Disasters have caused tremendous loss of life and property around the world especially in the United States. This trend has seemingly increased in the 1990s. The conflict between natural disaster occurrences and choices of places where people want to live has often proven to be the cause of these losses. The government, at the federal level and state& local level has consequently increased their role in disaster recovery. Although traditional responses to disaster have entailed reactive measures like preparedness, response and recovery, more attention is being paid in recent times to proactive responses of hazard mitigation. Simply defined, hazard mitigation is advance action taken to reduce or eliminate the long term risk to human life.

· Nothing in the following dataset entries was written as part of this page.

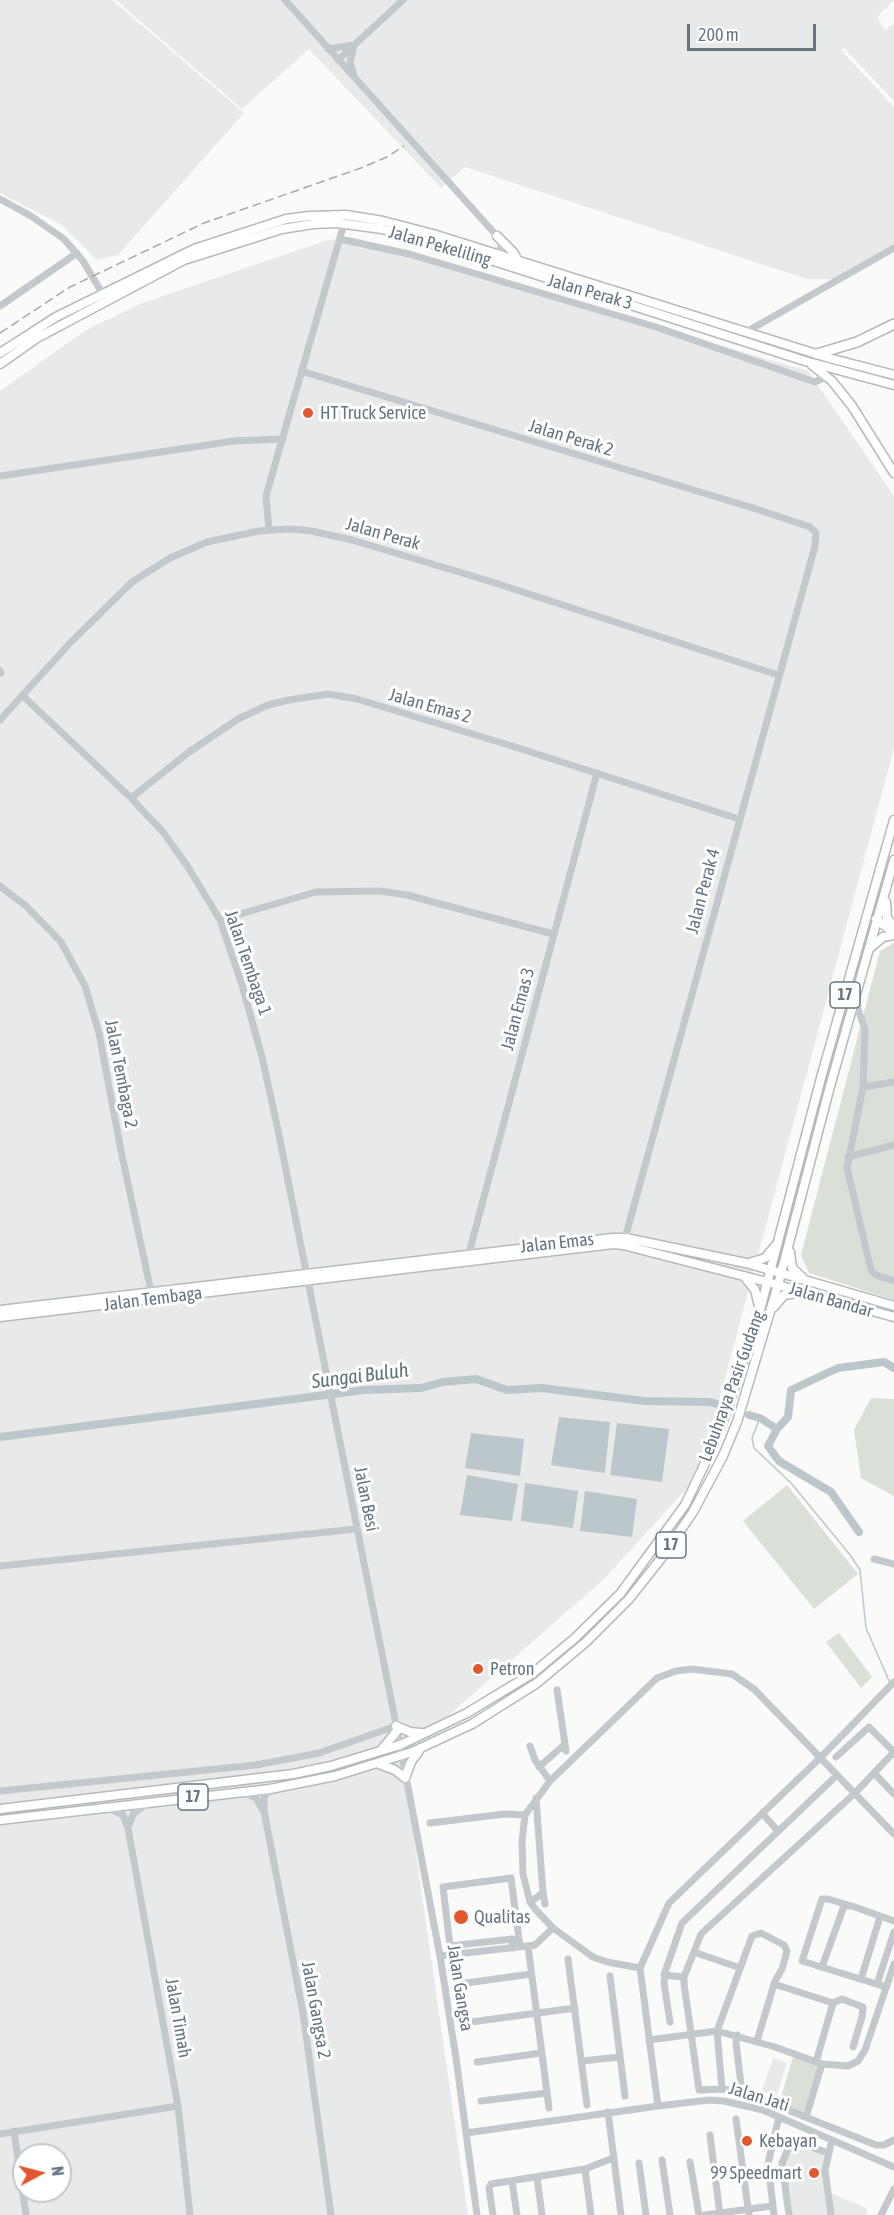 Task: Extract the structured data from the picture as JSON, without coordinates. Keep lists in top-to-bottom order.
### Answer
{
  "streets": {
    "main road": [
      "Jalan Pekeliling",
      "17",
      "Jalan Emas",
      "Jalan Tembaga",
      "Jalan Bandar",
      "Lebuhraya Pasir Gudang"
    ],
    "street": [
      "Jalan Perak 3",
      "Jalan Perak 2",
      "Jalan Perak",
      "Jalan Emas 2",
      "Jalan Perak 4",
      "Jalan Tembaga 1",
      "Jalan Emas 3",
      "Jalan Tembaga 2",
      "Jalan Besi",
      "Jalan Gangsa",
      "Jalan Gangsa 2",
      "Jalan Timah",
      "Jalan Jati"
    ]
  },
  "crossings": [
    ["Jalan Perak 2", "Jalan Perak 4"],
    ["Jalan Perak", "Jalan Perak 4"],
    ["Jalan Perak", "Jalan Tembaga 1"],
    ["Jalan Emas 2", "Jalan Perak 4"],
    ["Jalan Emas 2", "Jalan Tembaga 1"],
    ["Jalan Emas 2", "Jalan Emas 3"],
    ["Jalan Perak 4", "Jalan Emas"],
    ["Jalan Tembaga 1", "Jalan Emas"],
    ["Jalan Tembaga 1", "Jalan Tembaga"],
    ["Jalan Tembaga 1", "Jalan Besi"],
    ["Jalan Emas 3", "Jalan Emas"],
    ["Jalan Tembaga 2", "Jalan Tembaga"],
    ["Jalan Emas", "Jalan Tembaga"],
    ["Jalan Emas", "Jalan Bandar"],
    ["Jalan Emas", "Lebuhraya Pasir Gudang"],
    ["Jalan Emas", "Jalan Besi"],
    ["Jalan Tembaga", "Jalan Besi"],
    ["Jalan Bandar", "Lebuhraya Pasir Gudang"],
    ["Lebuhraya Pasir Gudang", "Jalan Gangsa"],
    ["Lebuhraya Pasir Gudang", "Jalan Gangsa 2"],
    ["Jalan Besi", "Jalan Gangsa"],
    ["Jalan Gangsa", "Jalan Jati"]
  ],
  "water": ["Sungai Buluh"],
  "places": [
    "HT Truck Service",
    "Petron",
    "Qualitas",
    "Kebayan",
    "99 Speedmart"
  ],
  "scale_bar": "200 m",
  "north": "right"
}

The governmental intervention especially by the federal government has involved drafting and implementing legislation starting from the first disaster relief act in 1950 to the more recent Stafford Act in 1988. Since then, other piecemeal plans and proactive measures like NAPA’s report, Coping with Catastrophe (1993), NFIR Act (1994), and Office of Technological Assessment’s report recommending an action-oriented approach instead of an information provision approach has signaled changing trends in disaster management. Agenda 21, an action agenda adopted at the 1992 Rio de Janeiro Summit focused on reducing natural hazards and encouraged proactive measures for disaster management. Uses of new concepts like ecological footprints as a way to understand the implications of consumption and development patterns helped to identify the regional trends in population toward disaster vulnerability.

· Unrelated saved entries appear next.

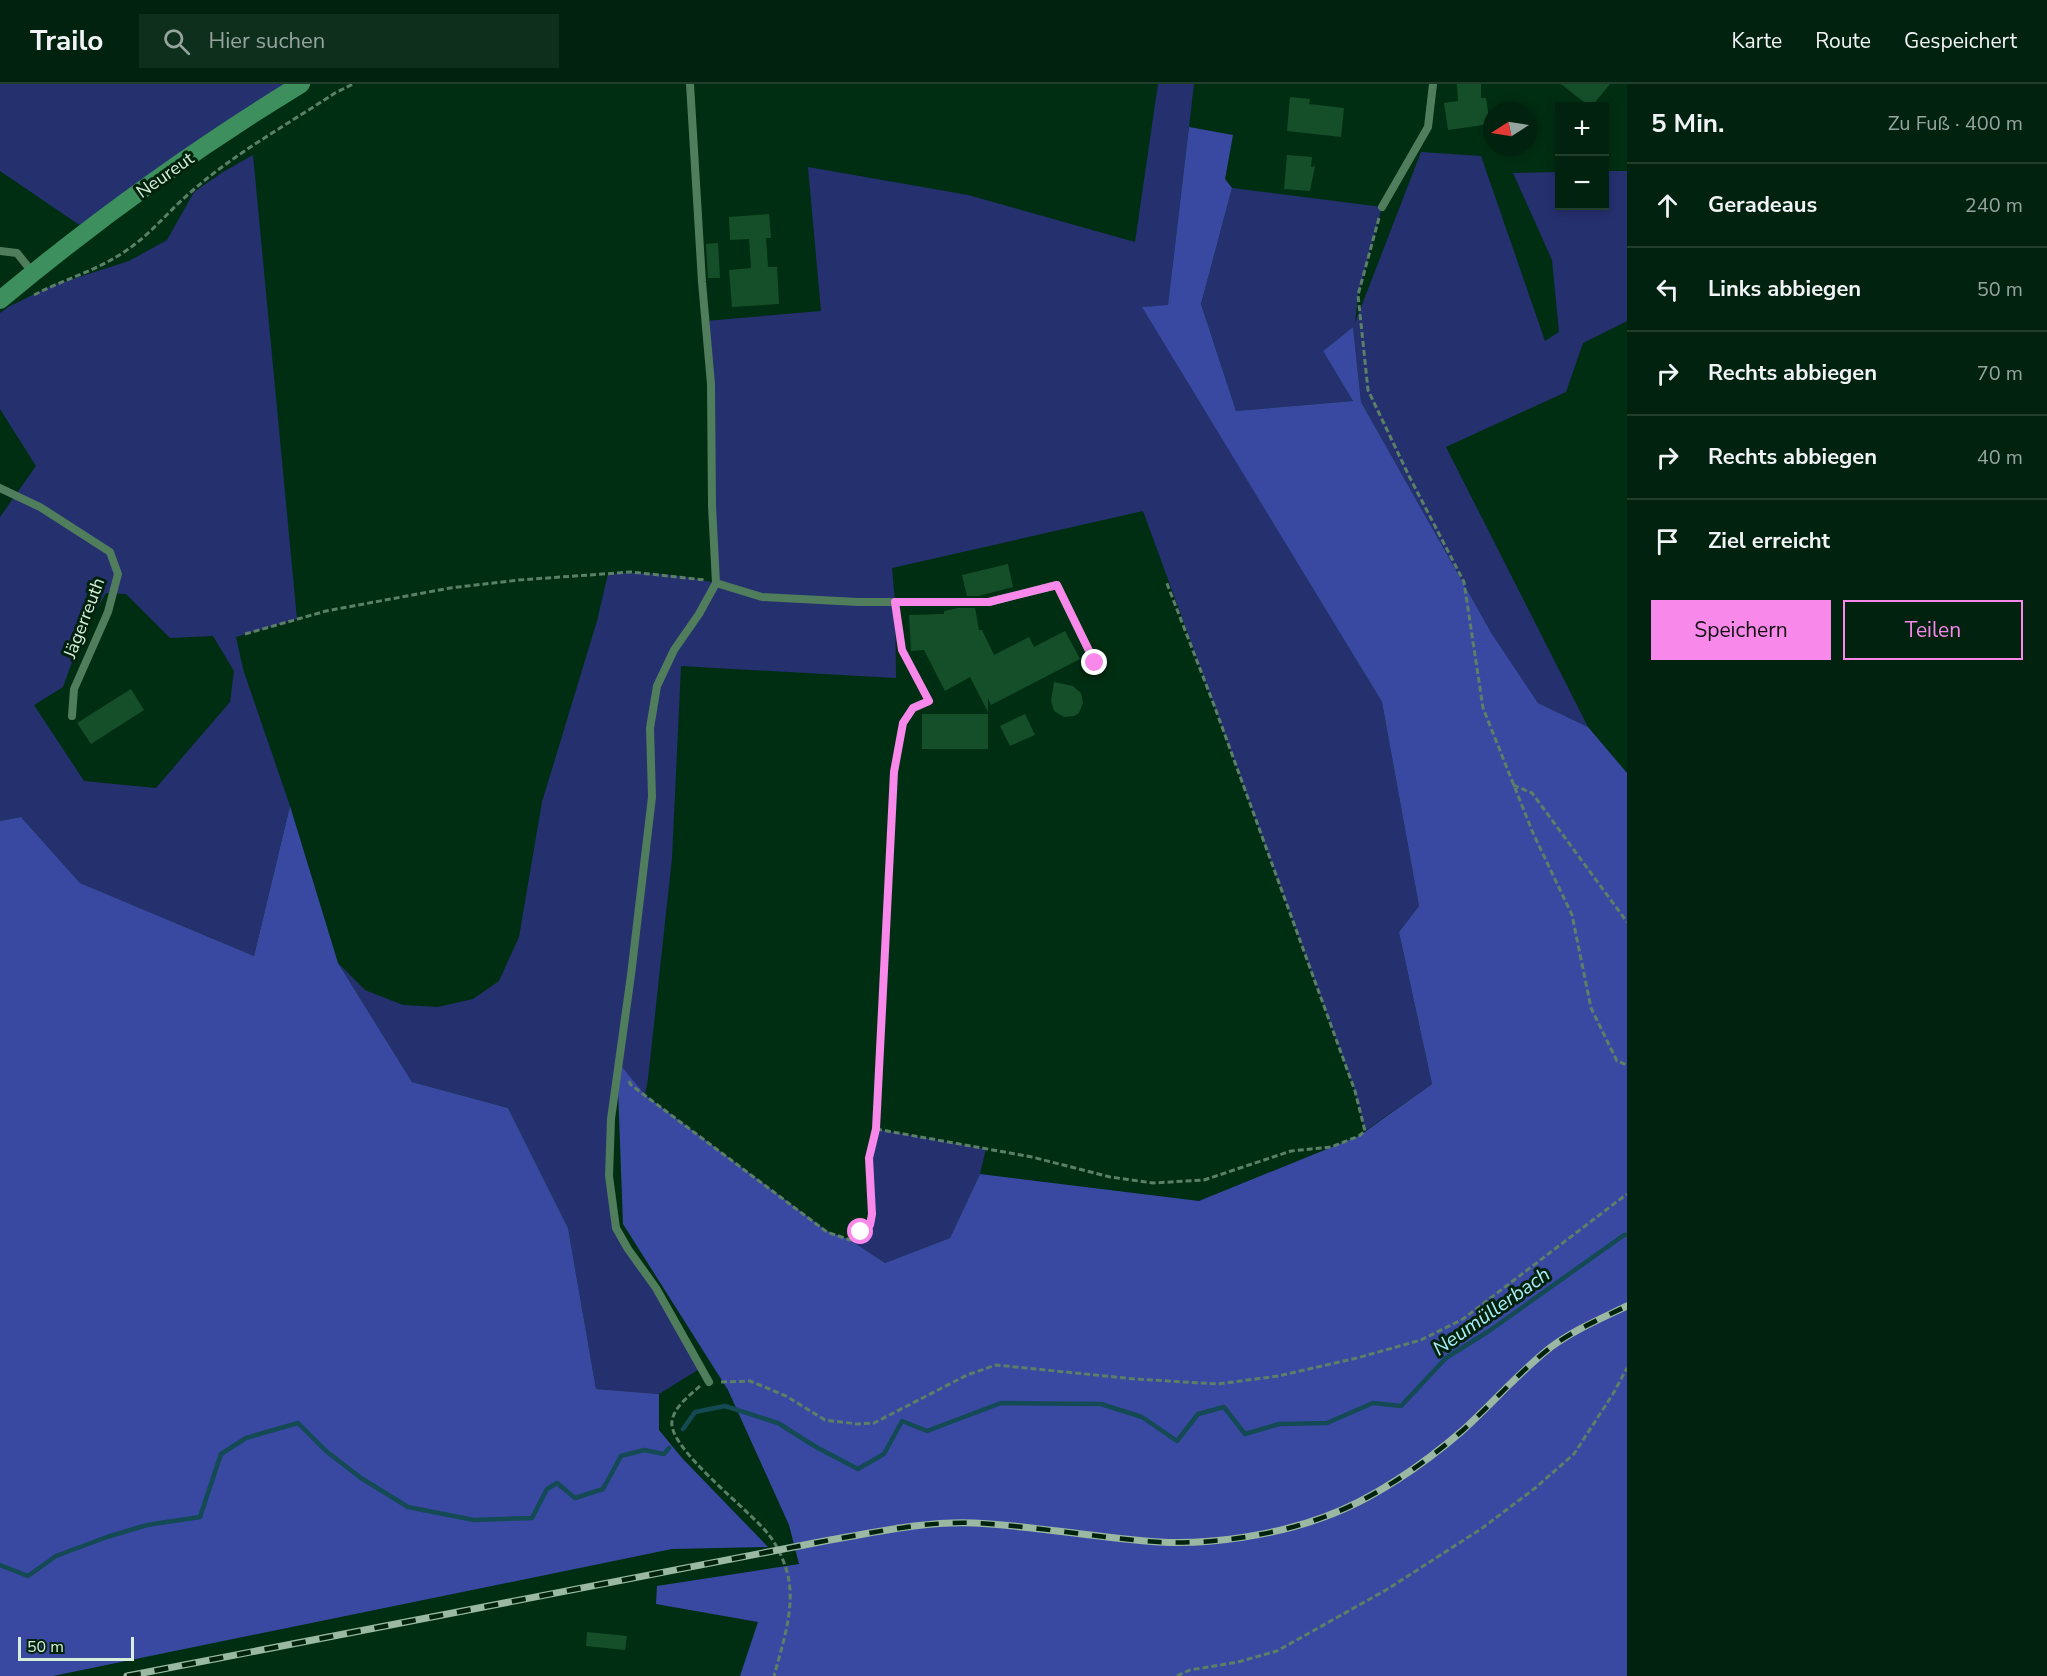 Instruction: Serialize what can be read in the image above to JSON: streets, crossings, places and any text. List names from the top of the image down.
{
  "streets": {
    "street": ["Neureut"],
    "lane": ["Jägerreuth"]
  },
  "water": ["Neumüllerbach"],
  "scale_bar": "50 m",
  "north": "left",
  "page": {
    "header": "Trailo",
    "search": "Hier suchen",
    "nav": ["Karte", "Route", "Gespeichert"],
    "heading": ["5 Min.", "Zu Fuß · 400 m"],
    "map_buttons": ["+", "−"],
    "list": [
      ["Geradeaus", "240 m"],
      ["Links abbiegen", "50 m"],
      ["Rechts abbiegen", "70 m"],
      ["Rechts abbiegen", "40 m"],
      "Ziel erreicht"
    ],
    "buttons": ["Speichern", "Teilen"],
    "scale": "50 m"
  }
}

Federal acts like the Stafford Act which is increasingly used to combat disaster recovery outlined the “provision of orderly and continuing federal assistance to state and local government to alleviate suffering and damage caused by disasters.” But recent trends have moved away from federal responsibility to holding individuals and local governments responsible for increasing susceptibility toward natural disaster. State and local governments are now required to evaluate the nature and extent of vulnerability to effects of natural hazards and accordingly develop systematic hazard mitigation plans. There also has been a significant shift in implementing ‘softer’ approaches such as watershed management, land use planning, using flood insurance and storm insurance as disincentives, and increasing awareness regarding relocating from vulnerable areas as opposed to traditional ‘hard’ structural solutions like levee construction.

The government has realized the importance of moving people out of harm’s way rather than continually fund reconstruction and recovery post-disaster. The federal government also makes federal assistance subject to condition before disaster strikes and adjusts share of federal assistance in order to get state and local governments more involved in disaster mitigation. This is supported by upping the level of public education and awareness of locating in high-risk velocity zones and inventorying and disclosing all properties within the flood hazard zones.

Another school of thought talks on the use of sustainable communities to fight a more sustained battle against disaster recovery. Emphasis on high density development and efficient use of space and land outside the high-risk areas that are susceptible to disasters like flooding, earthquake, and hurricanes is the hallmark of sustainable-oriented mitigation. Sustainable communities effectively balance risk against other preferable social and economical goals. It promotes a closer connection and understanding of the natural environment instead of the traditional school of thought of dominating nature.

Sustainable communities better understand the interconnectedness of social, economic, and environmental goals. Of course, this requires a new ethical posturing that errs on the side of caution and helps us refrain from actions that may have serious or long-lasting effects on our survival. Understanding that sustainable community planning is largely participatory and community based helps delegate more responsibility to the individual to prevent loss from disaster. However, it may also entail clarifying and reestablishing the ethical content of private property ownership and use to see and purse a larger public good.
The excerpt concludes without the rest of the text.